If you have enough experiments, you can plot average correctness by prompt type for a given model and language.

Edit the variables in the cell below to match your setup.


In [None]:
# Configure which model and language you want to visualize.
target_model = "ModelA"   # change this to a real model name used in your experiments
target_language = "en"    # e.g. "lb" for your low resource language

subset = experiments_df[
    (experiments_df["model_name"] == target_model)
    & (experiments_df["language_code"] == target_language)
]

if len(subset) == 0:
    print("No experiments found for the chosen model and language.")
else:
    avg_by_prompt = subset.groupby("prompt_type")[
        ["correctness", "fluency", "cultural_appropriateness"]
    ].mean()

    avg_by_prompt = avg_by_prompt.reindex(["zero_shot", "few_shot", "cot"]).dropna(how="all")

    if avg_by_prompt.empty:
        print("No data to plot. Check that you used 'zero_shot', 'few_shot', and 'cot' labels.")
    else:
        avg_by_prompt["correctness"].plot(kind="bar")
        plt.ylim(0, 2)
        plt.ylabel("Average correctness (0-2)")
        plt.title(f"Effect of prompt type on correctness ({target_model}, {target_language})")
        plt.tight_layout()
        plt.show()

You can duplicate and adapt this cell to compare.

- English vs your low resource language for the same model.  
- Different models for the same language and prompt type.


## 7. Exporting your annotations

If you want to share your results or combine them with other groups, you can export the experiments table to a CSV file.


In [None]:
output_path = "cross_lingual_prompting_experiments.csv"
experiments_df.to_csv(output_path, index=False)
print(f"Experiments exported to {output_path}")

## 8. Reflection and small group discussion

Use the questions below for your final discussion.

1. **Prompt type effects.**  
   - In your experiments, did few shot prompting improve correctness compared to zero shot for your low resource language.  
   - Did Chain of Thought instructions help or confuse the model output in your language.

2. **Cross lingual differences.**  
   - Did the same prompt design work equally well in English and in your low resource language.  
   - Were there cases where reasoning was correct in English but failed when you translated the prompt.

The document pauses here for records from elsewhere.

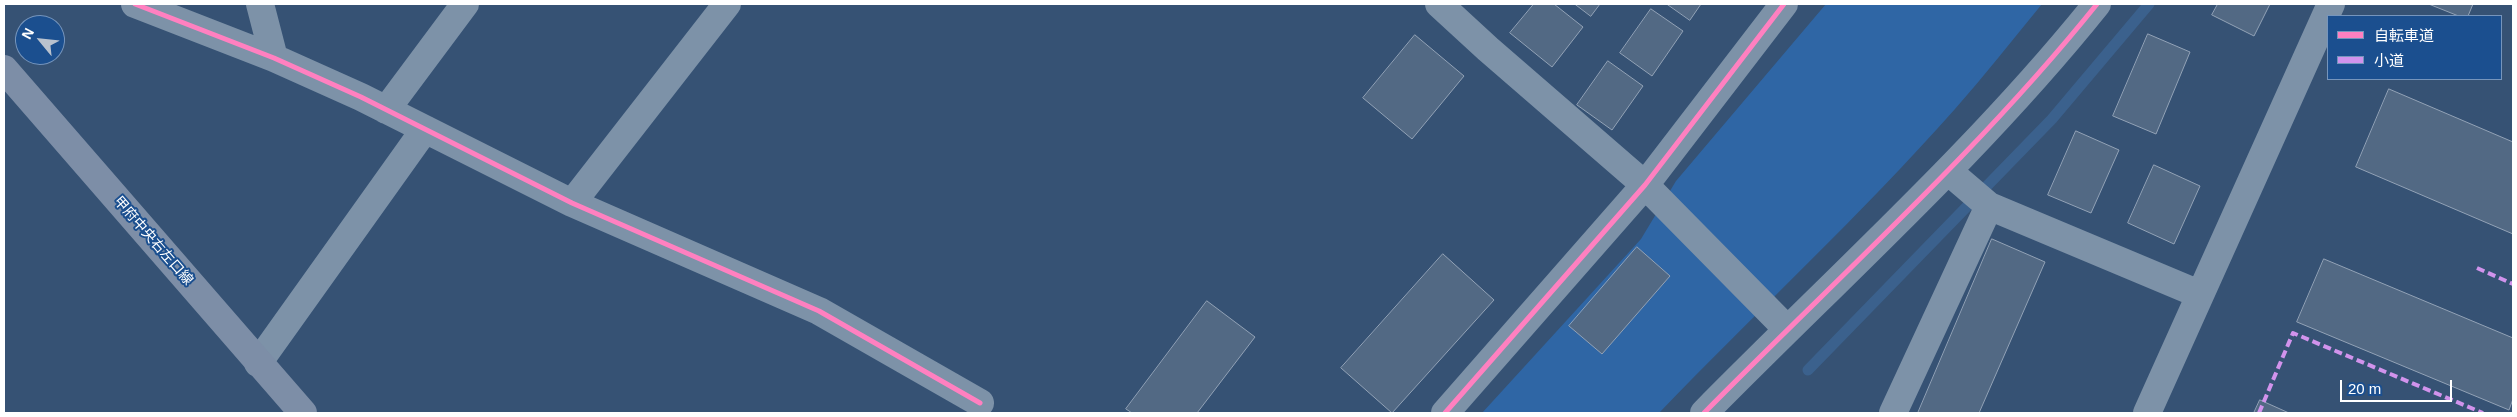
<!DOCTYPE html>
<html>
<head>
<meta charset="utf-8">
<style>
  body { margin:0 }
  #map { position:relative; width:2517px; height:417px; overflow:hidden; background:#365274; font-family:Helvetica,"Noto Sans JP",sans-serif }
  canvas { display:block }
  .frame { position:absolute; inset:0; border:5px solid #fff; pointer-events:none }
  .legend { position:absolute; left:2327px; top:15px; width:175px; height:65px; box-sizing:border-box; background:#1b4f8f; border:1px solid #7695bc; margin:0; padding:6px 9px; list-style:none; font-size:15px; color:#fff }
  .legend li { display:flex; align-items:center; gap:10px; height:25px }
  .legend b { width:25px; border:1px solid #7695bc }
  .north { position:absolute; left:15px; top:15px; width:50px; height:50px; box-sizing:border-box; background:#1b4f8f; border:1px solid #7695bc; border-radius:50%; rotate:298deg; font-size:14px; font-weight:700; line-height:20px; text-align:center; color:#fff }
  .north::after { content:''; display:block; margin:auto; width:18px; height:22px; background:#b9c2ce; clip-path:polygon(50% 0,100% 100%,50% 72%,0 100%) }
  .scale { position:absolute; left:2340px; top:380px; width:112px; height:22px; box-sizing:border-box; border:2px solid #fff; border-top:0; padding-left:6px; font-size:15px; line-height:18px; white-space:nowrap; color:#fff; -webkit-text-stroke:4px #1b4f8f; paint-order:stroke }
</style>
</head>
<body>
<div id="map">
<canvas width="2517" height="417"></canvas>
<div class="frame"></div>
<ul class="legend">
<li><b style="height:6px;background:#ff80c0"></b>自転車道</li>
<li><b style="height:6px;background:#d193ec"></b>小道</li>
</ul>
<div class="north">N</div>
<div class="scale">20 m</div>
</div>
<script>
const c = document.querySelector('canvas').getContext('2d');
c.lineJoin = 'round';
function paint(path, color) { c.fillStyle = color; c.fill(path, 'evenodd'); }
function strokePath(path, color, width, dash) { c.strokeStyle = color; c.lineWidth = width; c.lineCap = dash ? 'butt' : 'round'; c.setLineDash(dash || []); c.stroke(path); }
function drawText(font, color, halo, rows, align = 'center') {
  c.font = font + ' Helvetica,"Noto Sans JP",sans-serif'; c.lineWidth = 4; c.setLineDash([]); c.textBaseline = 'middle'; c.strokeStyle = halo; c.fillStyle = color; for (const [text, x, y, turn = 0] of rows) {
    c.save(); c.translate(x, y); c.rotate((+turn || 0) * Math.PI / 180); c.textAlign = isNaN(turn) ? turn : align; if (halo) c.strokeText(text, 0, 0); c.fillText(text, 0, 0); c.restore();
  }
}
paint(new Path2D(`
  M1826 4H2042C2013 39 1985 75 1955 109 1861 215 1757 311 1659 413H1482L1641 239 1676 181Z`), '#2f66a5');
strokePath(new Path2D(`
  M1808 370 2052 119 2149 4`), '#3b618d', 11);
const building = new Path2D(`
  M1534 4H1554L1583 27 1552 67 1510 33Z
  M1575 4H1600L1591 16Z
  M1667 4H1701L1690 20Z
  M2218 4H2270L2254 36 2212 15Z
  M2429 4H2473L2468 16H2459Z
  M1651 9 1683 31 1652 76 1620 53Z
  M2148 34 2190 52 2156 134 2113 116Z
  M1415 35 1464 76 1412 139 1363 98Z
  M1608 61 1643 86 1612 130 1577 105Z
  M2389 89 2513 142V234L2356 167Z
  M2076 131 2119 150 2091 213 2048 195Z
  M2154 165 2200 186 2174 244 2128 223Z
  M1992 239 2045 262 1979 413H1918Z
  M1637 247 1670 276 1602 354 1569 326Z
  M1443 254 1494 300 1392 413 1341 368Z
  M2324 259 2513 338V399L2509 410 2297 322Z
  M1207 301 1255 337 1197 413H1132L1126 409Z
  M2260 400 2289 413H2254Z`);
paint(building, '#526984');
strokePath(building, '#92a2b6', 1);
strokePath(new Path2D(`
  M135 4 274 58 361 97 572 203 819 311 980 403
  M260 4 274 58
  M1439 4 1488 49 1645 185 1787 329
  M386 110 465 4
  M1948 171 1989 206 2199 294
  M572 203 727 4
  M258 363 425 129
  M1445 413 1645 185 1784 4
  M1704 413C1837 278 1979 151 2097 4
  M1893 413 1989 206
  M2147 413 2331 4`), '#7d92a8', 28);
strokePath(new Path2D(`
  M4 69 303 413`), '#7d8ea7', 28);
strokePath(new Path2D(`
  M2477 268 2513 284
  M2259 413 2293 333 2483 413`), '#d193ec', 4, [8, 4]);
strokePath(new Path2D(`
  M135 4 274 58 361 97 572 203 819 311 980 403
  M1445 413 1645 185 1784 4
  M1704 413C1837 278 1979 151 2097 4`), '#ff80c0', 5);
drawText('14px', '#fff', '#1b4f8f', [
  ["甲府中央右左口線",153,241,49]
]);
</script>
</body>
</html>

3. **Fluency and cultural appropriateness.**  
   - Did CoT prompts degrade fluency or make outputs more verbose than needed.  
   - Were there outputs that felt culturally inappropriate or out of place in your language.

4. **Practical recommendations.**  
   - Based on your observations, what simple rules of thumb would you give to someone designing prompts for your language.  
   - Which combinations of prompt type, language, and model would you recommend for real applications.

You can use the markdown cell below to write down key points from your discussion.


### 8.1 Notes from your group

Use this space to summarize your main takeaways.

- What worked well (prompt types, models, languages).  
- What did not work well.  
- Surprising observations.  
- Open questions you would like to explore in more systematic studies.